History is also humbling because it shows how ephemeral “expert opinions” can be. Increasingly, therapeutic decisions in cardiology are guided by evidence derived from randomized clinical trials that are customized for a unique patient. Most of our management decisions, however, are still based on traditions of care that have been shaped by less rigorous data or by the opinions of experts. The missionaries of evidence-based medicine rightly point out that history reveals that “opinion leaders” are sometimes wrong—occasionally very wrong. Having said this, I want to emphasize that it is important to guard against “presentism,” that is, the tendency to evaluate the attitudes and actions of earlier generations of physicians in terms of our current understanding and approaches. Rather, we must judge their recommendations and practices in terms of theirscientific and social context rather than our own. Future generations will surely view some of our current theories of pathophysiology as naïve and our “state-of-the-art” treatments as primitive and misguided. A few historical examples illustrate the point.
Two hundred years ago, many leading physicians of Europe and North America used leeches and lancets to bleed patients with “fever” and various other problems. George Washington’s death in 1799 was accelerated by aggressive blood-letting. During a 13-h period shortly before his death, doctors removed 2.5 quarts of blood from the former president. By current standards, this “treatment” seems incomprehensible (if not homicidal). Then, however, blood-letting was championed by many prominent physicians, notably Benjamin Rush, a physician-signer of the Declaration of Independence. This “heroic” therapy reflected the lingering influence of Galen’s humoral pathology (after 1,500 years) and late 18th-century interpretations of pathophysiology.
History also provides many examples of the time lag that often separates the announcement of an innovation and its acceptance.
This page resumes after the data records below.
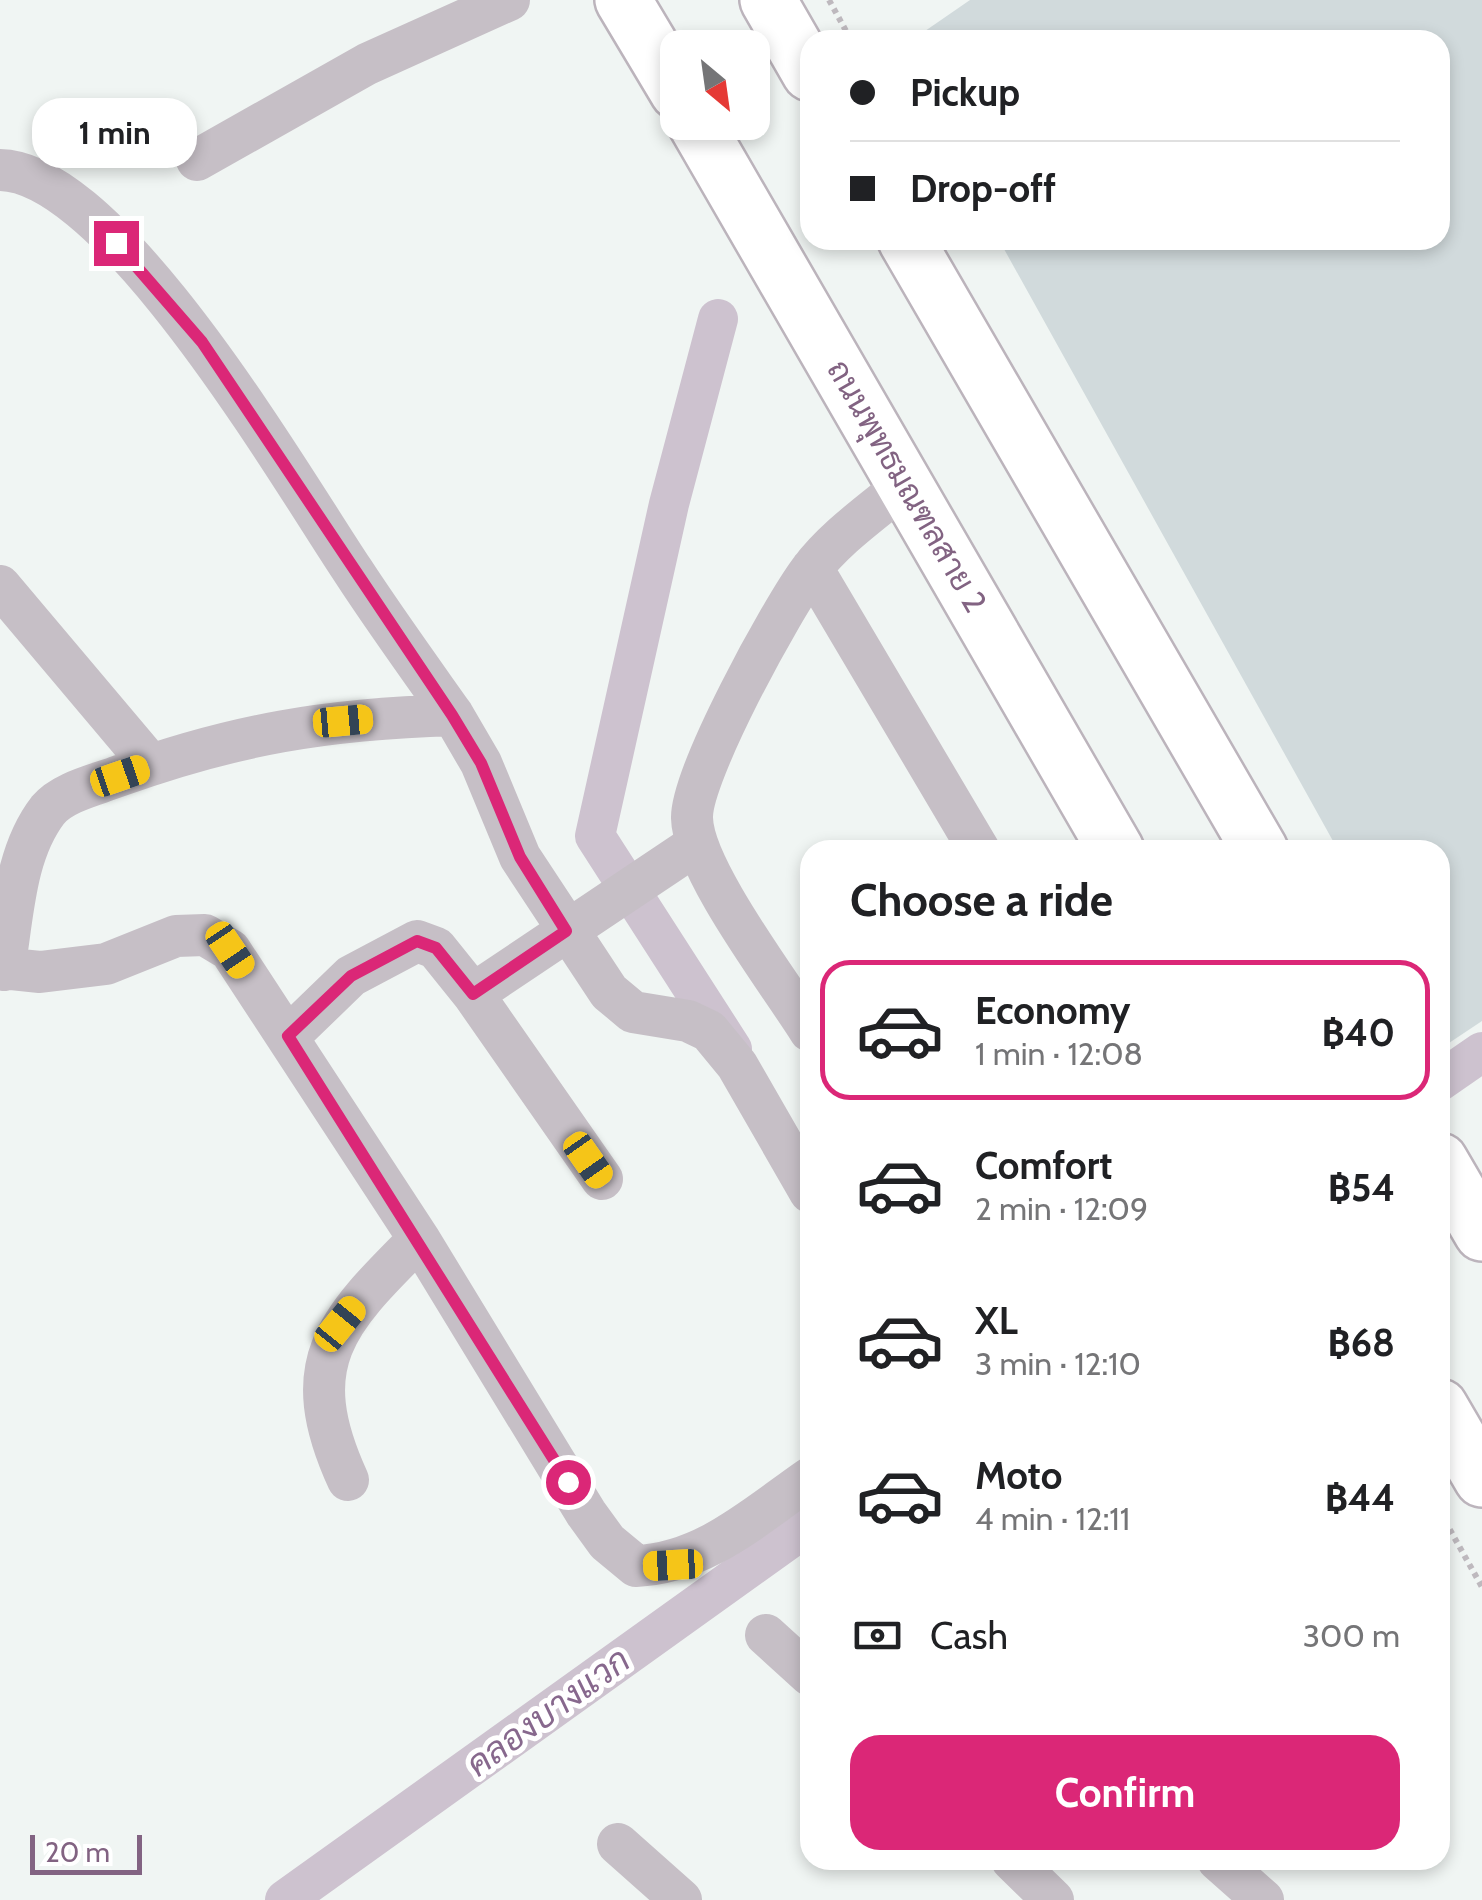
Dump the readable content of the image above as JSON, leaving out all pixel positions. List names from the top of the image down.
{
  "streets": {
    "main road": ["ถนนพุทธมณฑลสาย 2"]
  },
  "water": ["คลองบางแวก"],
  "scale_bar": "20 m",
  "north": "bottom right",
  "page": {
    "banner": ["Pickup", "Drop-off"],
    "bubble": "1 min",
    "heading": "Choose a ride",
    "list": [
      {
        "name": "Economy",
        "note": "1 min · 12:08",
        "value": "฿40"
      },
      {
        "name": "Comfort",
        "note": "2 min · 12:09",
        "value": "฿54"
      },
      {
        "name": "XL",
        "note": "3 min · 12:10",
        "value": "฿68"
      },
      {
        "name": "Moto",
        "note": "4 min · 12:11",
        "value": "฿44"
      }
    ],
    "pay": ["Cash", "300 m"],
    "buttons": "Confirm",
    "scale": "20 m"
  }
}
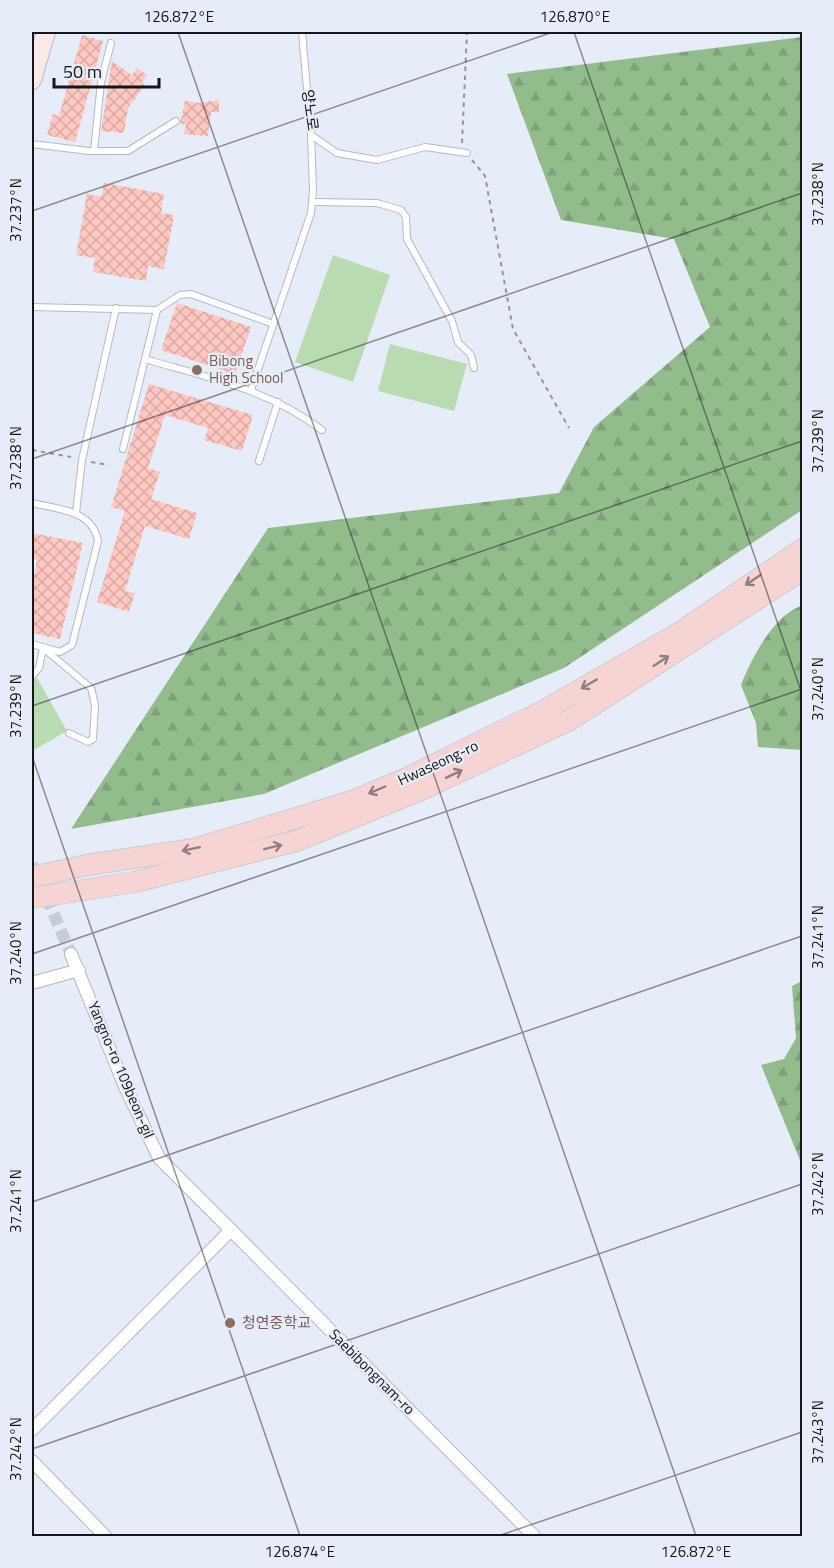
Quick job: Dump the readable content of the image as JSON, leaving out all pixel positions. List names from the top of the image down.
{
  "streets": {
    "main road": ["Hwaseong-ro"],
    "street": ["Yangno-ro 109beon-gil", "Saebibongnam-ro"],
    "lane": ["양노로"]
  },
  "crossings": [
    ["Yangno-ro 109beon-gil", "Saebibongnam-ro"]
  ],
  "places": ["Bibong High School", "청연중학교"],
  "scale_bar": "50 m",
  "coordinates": [
    "126.872°E",
    "126.870°E",
    "37.238°N",
    "37.237°N",
    "37.239°N",
    "37.240°N",
    "37.241°N",
    "37.242°N",
    "37.243°N",
    "126.874°E"
  ]
}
The 20th-century history of the diagnosis and treatment of coronary heart disease illustrates how some new pathophysiological interpretations and innovations in diagnosis and treatment that proved correct or useful were ignored or worse. James Herrick’s comprehensive synthesis of the pathophysiology, clinical features, and consequences of coronary thrombosis (acute MI) is now considered a classic contribution to cardiological knowledge.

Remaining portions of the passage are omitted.